Now that we are familiar with addition, we might amuse ourselves by repeatedly adding a number to itself. We do this when counting by numbers larger than 1, such as listing even numbers, or counting by two, 2, 4, 6..., or when items come in packages of a fixed amount, one carton of eggs is 12, two cartons is 24, three 36, and so on. It would be convenient if there were a way to quickly add together a specific number multiple times, which is exactly the role multiplication plays.

Multiplication:

While we are often taught to represent multiplication with the 'x' symbol, the way we represent addition with '+,' this becomes confusing when 'x' eventually gets a different meaning. Instead of learning one thing then changing halfway through, let us agree to write multiplication with an asterisk, n*m is n multiplied by m, or just by writing two things next to each other, nm is also n multiplied by m. When there would otherwise be ambiguity I shall use an asterisk or parentheses to clarify, so 34 is always thirty-four, if I mean 3 times 4 I shall either write 3*4 or 3(4) . That said, what is 3*4?

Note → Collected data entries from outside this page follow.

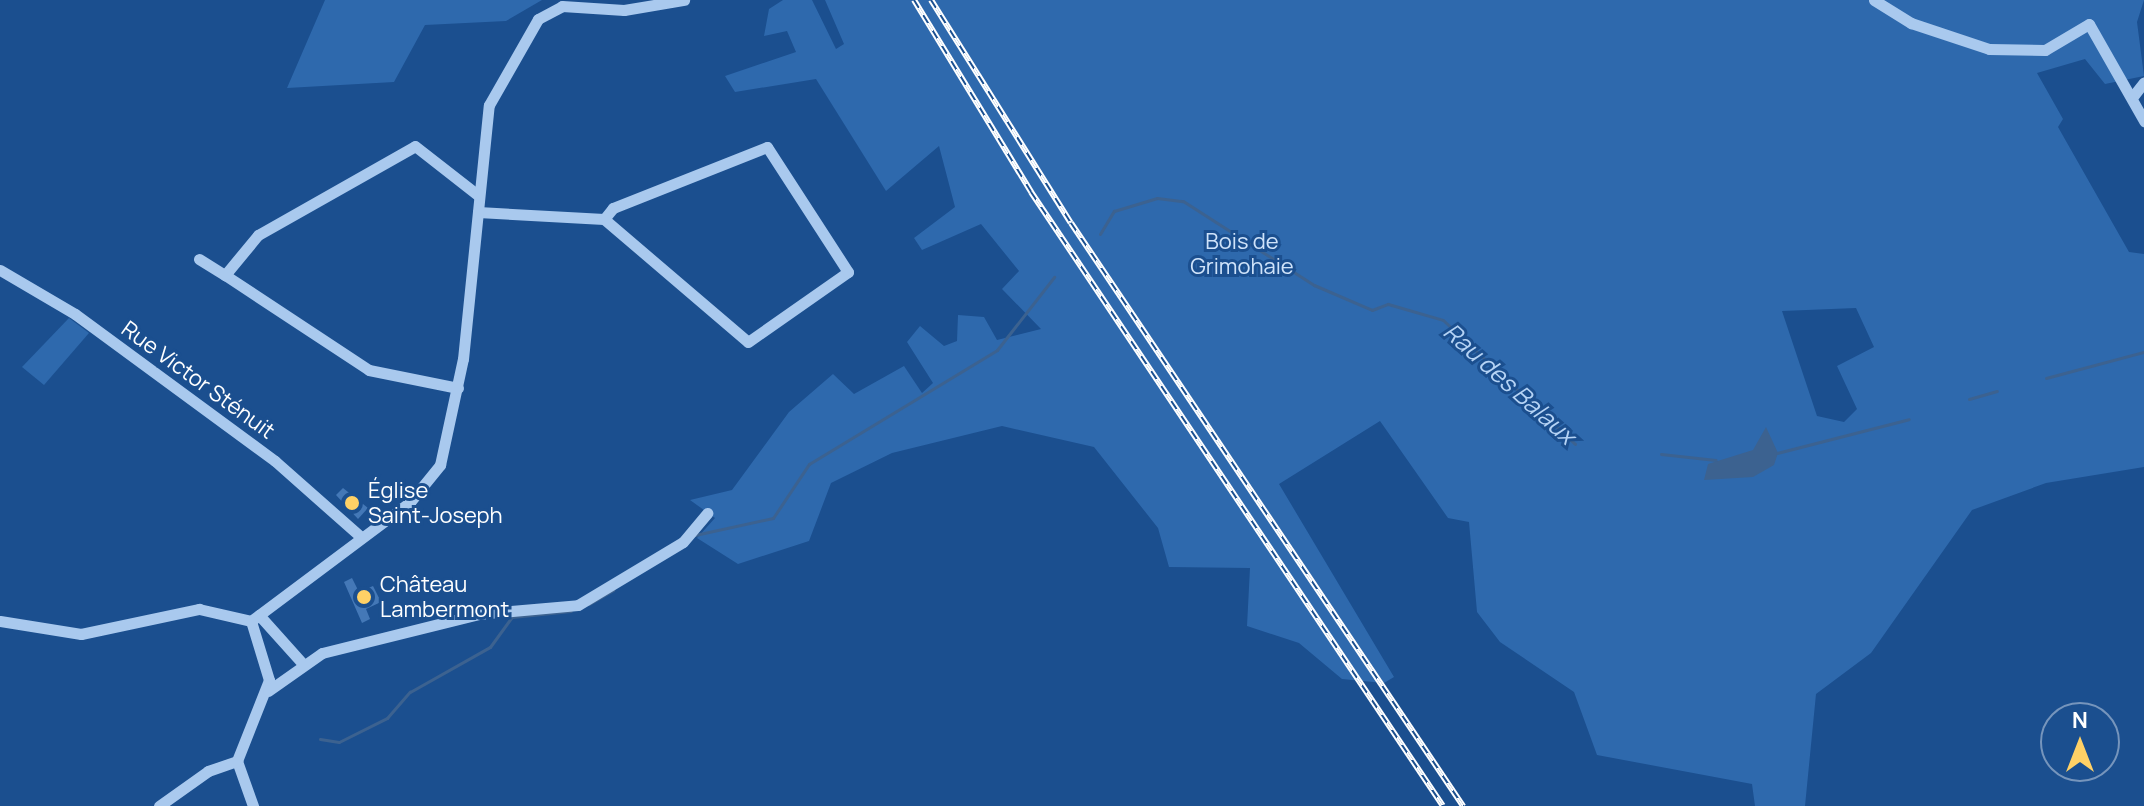 <!DOCTYPE html>
<html>
<head>
<meta charset="utf-8">
<style>
  body { margin:0 }
  #map { position:relative; width:2144px; height:806px; overflow:hidden; background:#1b4f8f; font-family:Manrope,sans-serif }
  div>[style] { position:absolute }
  .green>* { inset:0; background:#2e69ad }
  .water>* { inset:0; background:#3c6290 }
  .stream>* { height:3px; margin:-1.5px; padding:0 1.5px; transform-origin:1.5px; border-radius:1.5px; background:#3c6290 }
  .building>* { inset:0; background:#4478b7 }
  .minor>* { height:11px; margin:-5.5px; padding:0 5.5px; transform-origin:5.5px; border-radius:5.5px; background:#a9c9ee }
  .rail>* { height:6px; margin-top:-3px; transform-origin:0; background:repeating-linear-gradient(90deg,#1b4f8f 0 9px,#fff 0 18px); box-sizing:border-box; border-block:2px solid #fff }
  .dots>* { width:22px; height:22px; translate:-50% -50%; box-sizing:border-box; border:4px solid #1b4f8f; border-radius:50% }
  span { translate:-50% -50%; white-space:nowrap; text-align:center; line-height:1.15; -webkit-text-stroke:6px #1b4f8f; paint-order:stroke }
  .park-label { font-size:22px; color:#cfe3fa }
  .street-label { font-size:22px; color:#fff }
  .poi-label { font-size:22px; color:#fff }
  .left { translate:0 -50%; text-align:left }
  .water-label { font-size:24px; color:#b5d3f5; font-style:italic }
  .north { position:absolute; left:2040px; top:702px; width:80px; height:80px; box-sizing:border-box; background:#1b4f8f; border:2px solid #7695bc; border-radius:50%; rotate:0deg; font-size:22px; font-weight:700; line-height:32px; text-align:center; color:#fff }
  .north::after { content:''; display:block; margin:auto; width:28px; height:36px; background:#ffd166; clip-path:polygon(50% 0,100% 100%,50% 72%,0 100%) }
</style>
</head>
<body>
<div id="map">
  <div class="green">
    <i style="clip-path:polygon(325px 0,542px 0,506px 21px,425px 25px,394px 82px,287px 88px)"></i>
    <i style="clip-path:polygon(evenodd,783px 0,812px 0,836px 49px,844px 44px,825px 0,2144px 0,2137px 22px,2144px 76px,2105px 84px,2085px 59px,2037px 73px,2063px 119px,2058px 127px,2129px 252px,2144px 254px,2144px 467px,2046px 483px,1972px 510px,1871px 653px,1816px 694px,1805px 806px,1755px 806px,1752px 784px,1597px 755px,1574px 692px,1500px 642px,1477px 612px,1469px 522px,1448px 518px,1380px 421px,1279px 484px,1394px 677px,1384px 683px,1342px 679px,1299px 643px,1247px 626px,1250px 568px,1169px 567px,1158px 528px,1094px 447px,1002px 426px,892px 453px,831px 483px,809px 541px,738px 564px,697px 538px,715px 518px,690px 500px,732px 490px,789px 412px,833px 374px,854px 394px,904px 366px,922px 393px,933px 383px,907px 342px,920px 326px,944px 346px,957px 341px,958px 315px,984px 317px,997px 340px,1041px 329px,1002px 289px,1019px 271px,981px 224px,922px 250px,914px 238px,955px 207px,939px 146px,886px 191px,816px 79px,735px 92px,725px 76px,796px 52px,787px 31px,764px 36px,769px 9px,783px 0,1856px 308px,1874px 347px,1837px 366px,1857px 409px,1844px 422px,1817px 416px,1782px 311px,1856px 308px)"></i>
    <i style="clip-path:polygon(69px 318px,89px 333px,44px 385px,22px 367px)"></i>
  </div>
  <div class="water">
    <i style="clip-path:polygon(1766px 427px,1778px 453px,1774px 465px,1753px 477px,1704px 480px,1708px 464px,1753px 450px)"></i>
  </div>
  <div class="stream">
    <i style="left:1100px;top:234px;width:27px;rotate:-59deg"></i>
    <i style="left:1114px;top:211px;width:45px;rotate:-16.8deg"></i>
    <i style="left:1157px;top:198px;width:26px;rotate:7deg"></i>
    <i style="left:1183px;top:201px;width:156px;rotate:32.7deg"></i>
    <i style="left:1314px;top:285px;width:63px;rotate:23.3deg"></i>
    <i style="left:1372px;top:310px;width:17px;rotate:-21deg"></i>
    <i style="left:1388px;top:304px;width:57px;rotate:16.2deg"></i>
    <i style="left:1443px;top:320px;width:181px;rotate:43.2deg"></i>
    <i style="left:2046px;top:378px;width:101px;rotate:-14.9deg"></i>
    <i style="left:1969px;top:399px;width:29px;rotate:-16deg"></i>
    <i style="left:1777px;top:453px;width:136px;rotate:-14.4deg"></i>
    <i style="left:1661px;top:454px;width:55px;rotate:6.2deg"></i>
    <i style="left:695px;top:535px;width:80px;rotate:-12.3deg"></i>
    <i style="left:773px;top:518px;width:65px;rotate:-56.3deg"></i>
    <i style="left:809px;top:464px;width:220px;rotate:-31.2deg"></i>
    <i style="left:997px;top:350px;width:93px;rotate:-52deg"></i>
    <i style="left:589px;top:604px;width:28px;rotate:-30deg"></i>
    <i style="left:320px;top:739px;width:19px;rotate:9deg"></i>
    <i style="left:339px;top:742px;width:54px;rotate:-26.6deg"></i>
    <i style="left:387px;top:718px;width:35px;rotate:-49deg"></i>
    <i style="left:410px;top:692px;width:92px;rotate:-29.4deg"></i>
    <i style="left:490px;top:647px;width:37px;rotate:-54deg"></i>
    <i style="left:512px;top:617px;width:59px;rotate:-5.8deg"></i>
  </div>
  <div class="building">
    <i style="clip-path:polygon(343px 488px,368px 508px,358px 519px,336px 495px)"></i>
    <i style="clip-path:polygon(352px 578px,359px 592px,373px 586px,381px 602px,366px 609px,370px 619px,362px 623px,344px 582px)"></i>
  </div>
  <div class="minor">
    <i style="left:1874px;top:0;width:44px;rotate:31.9deg"></i>
    <i style="left:1911px;top:23px;width:82px;rotate:18.4deg"></i>
    <i style="left:1989px;top:49px;width:56px;rotate:1deg"></i>
    <i style="left:2045px;top:50px;width:51px;rotate:-30.6deg"></i>
    <i style="left:2089px;top:24px;width:112px;rotate:60.4deg"></i>
    <i style="left:2134px;top:95px;width:16px;rotate:-52deg"></i>
    <i style="left:478px;top:212px;width:126px;rotate:3.2deg"></i>
    <i style="left:604px;top:219px;width:189px;rotate:40.5deg"></i>
    <i style="left:748px;top:342px;width:122px;rotate:-35deg"></i>
    <i style="left:848px;top:272px;width:149px;rotate:-122.9deg"></i>
    <i style="left:767px;top:147px;width:166px;rotate:158.4deg"></i>
    <i style="left:613px;top:208px;width:14px;rotate:129deg"></i>
    <i style="left:199px;top:259px;width:31px;rotate:32deg"></i>
    <i style="left:0;top:270px;width:87px;rotate:30.4deg"></i>
    <i style="left:75px;top:314px;width:248px;rotate:36.3deg"></i>
    <i style="left:275px;top:461px;width:115px;rotate:41.5deg"></i>
    <i style="left:458px;top:388px;width:91px;rotate:-168.6deg"></i>
    <i style="left:369px;top:370px;width:173px;rotate:-146.6deg"></i>
    <i style="left:225px;top:275px;width:52px;rotate:-50.5deg"></i>
    <i style="left:258px;top:235px;width:180px;rotate:-29.5deg"></i>
    <i style="left:415px;top:146px;width:81px;rotate:38deg"></i>
    <i style="left:259px;top:615px;width:66px;rotate:48.1deg"></i>
    <i style="left:0;top:621px;width:82px;rotate:9.1deg"></i>
    <i style="left:81px;top:634px;width:121px;rotate:-12deg"></i>
    <i style="left:199px;top:609px;width:53px;rotate:13deg"></i>
    <i style="left:251px;top:621px;width:199px;rotate:-36.8deg"></i>
    <i style="left:410px;top:502px;width:48px;rotate:-51deg"></i>
    <i style="left:440px;top:465px;width:108px;rotate:-77.8deg"></i>
    <i style="left:463px;top:359px;width:255px;rotate:-84.2deg"></i>
    <i style="left:489px;top:105px;width:99px;rotate:-60.3deg"></i>
    <i style="left:538px;top:19px;width:27px;rotate:-28deg"></i>
    <i style="left:562px;top:6px;width:62px;rotate:3.7deg"></i>
    <i style="left:624px;top:10px;width:61px;rotate:-9.5deg"></i>
    <i style="left:251px;top:621px;width:62px;rotate:73deg"></i>
    <i style="left:269px;top:680px;width:87px;rotate:111.6deg"></i>
    <i style="left:237px;top:761px;width:48px;rotate:70.4deg"></i>
    <i style="left:268px;top:691px;width:66px;rotate:-35.1deg"></i>
    <i style="left:322px;top:653px;width:161px;rotate:-14deg"></i>
    <i style="left:478px;top:614px;width:100px;rotate:-5.1deg"></i>
    <i style="left:578px;top:605px;width:122px;rotate:-31deg"></i>
    <i style="left:683px;top:542px;width:38px;rotate:-50deg"></i>
    <i style="left:159px;top:806px;width:60px;rotate:-35.5deg"></i>
    <i style="left:208px;top:771px;width:31px;rotate:-19deg"></i>
  </div>
  <div class="rail">
    <i style="left:914px;top:0;width:225px;rotate:58.6deg"></i>
    <i style="left:1031px;top:192px;width:739px;rotate:56.14deg"></i>
    <i style="left:931px;top:0;width:263px;rotate:57.9deg"></i>
    <i style="left:1071px;top:223px;width:703px;rotate:56.08deg"></i>
  </div>
  <div class="dots">
    <i style="left:352px;top:503px;background:#ffd166"></i>
    <i style="left:364px;top:597px;background:#ffd166"></i>
  </div>
  <div class="park-label">
    <span style="left:1242px;top:254px">Bois de<br>Grimohaie</span>
  </div>
  <div class="street-label">
    <span style="left:198px;top:380px;rotate:36deg">Rue Victor Sténuit</span>
  </div>
  <div class="poi-label">
    <span class="left" style="left:368px;top:503px">Église<br>Saint-Joseph</span>
    <span class="left" style="left:380px;top:597px">Château<br>Lambermont</span>
  </div>
  <div class="water-label">
    <span style="left:1510px;top:383px;rotate:42deg">Rau des Balaux</span>
  </div>
  <div class="north">N</div>
</div>
</body>
</html>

If one says it out, 3*4 is 3 multiplied by 4, which means you will be adding three to itself until you have 4 of them. Thus, 3*4 = 3+3+3+3 = 12. Because multiplication can be thought of in terms of addition, the whole numbers are closed under multiplication, by which I mean two whole numbers always multiply to another whole number. It turns out that multiplication is also commutative, that is, n*m = m*n, which is something you may be able to convince yourself of by thinking of n*m as counting up m groups each with n things in them, then rearranging the things into groups of size m. It turns out that multiplication is also associative, so m(n*l) = (m*n)*l, feel free to try to convince yourself why this must be true, but I think it is a harder property to intuit than commutativity.

Multiplication With One:

If you only have one set with n things in it, then you have n things in total, so it seems reasonable that n*1 = 1*n = n. In this sense, 1 is providing the same service for multiplication that 0 did for addition, it is the multiplicative identity, that is the number which leaves every number alone when they are combined using multiplication.

Multiplication With Zero:

If you have no sets, then you have no things. If I get 100 dollars every time I win the lottery, but I never win the lottery, then I get no dollars. In fact, no matter how much the lottery pays, if I do not win, I get 0 dollars. Thus, it should not be too surprising that n*0 = 0*n = 0.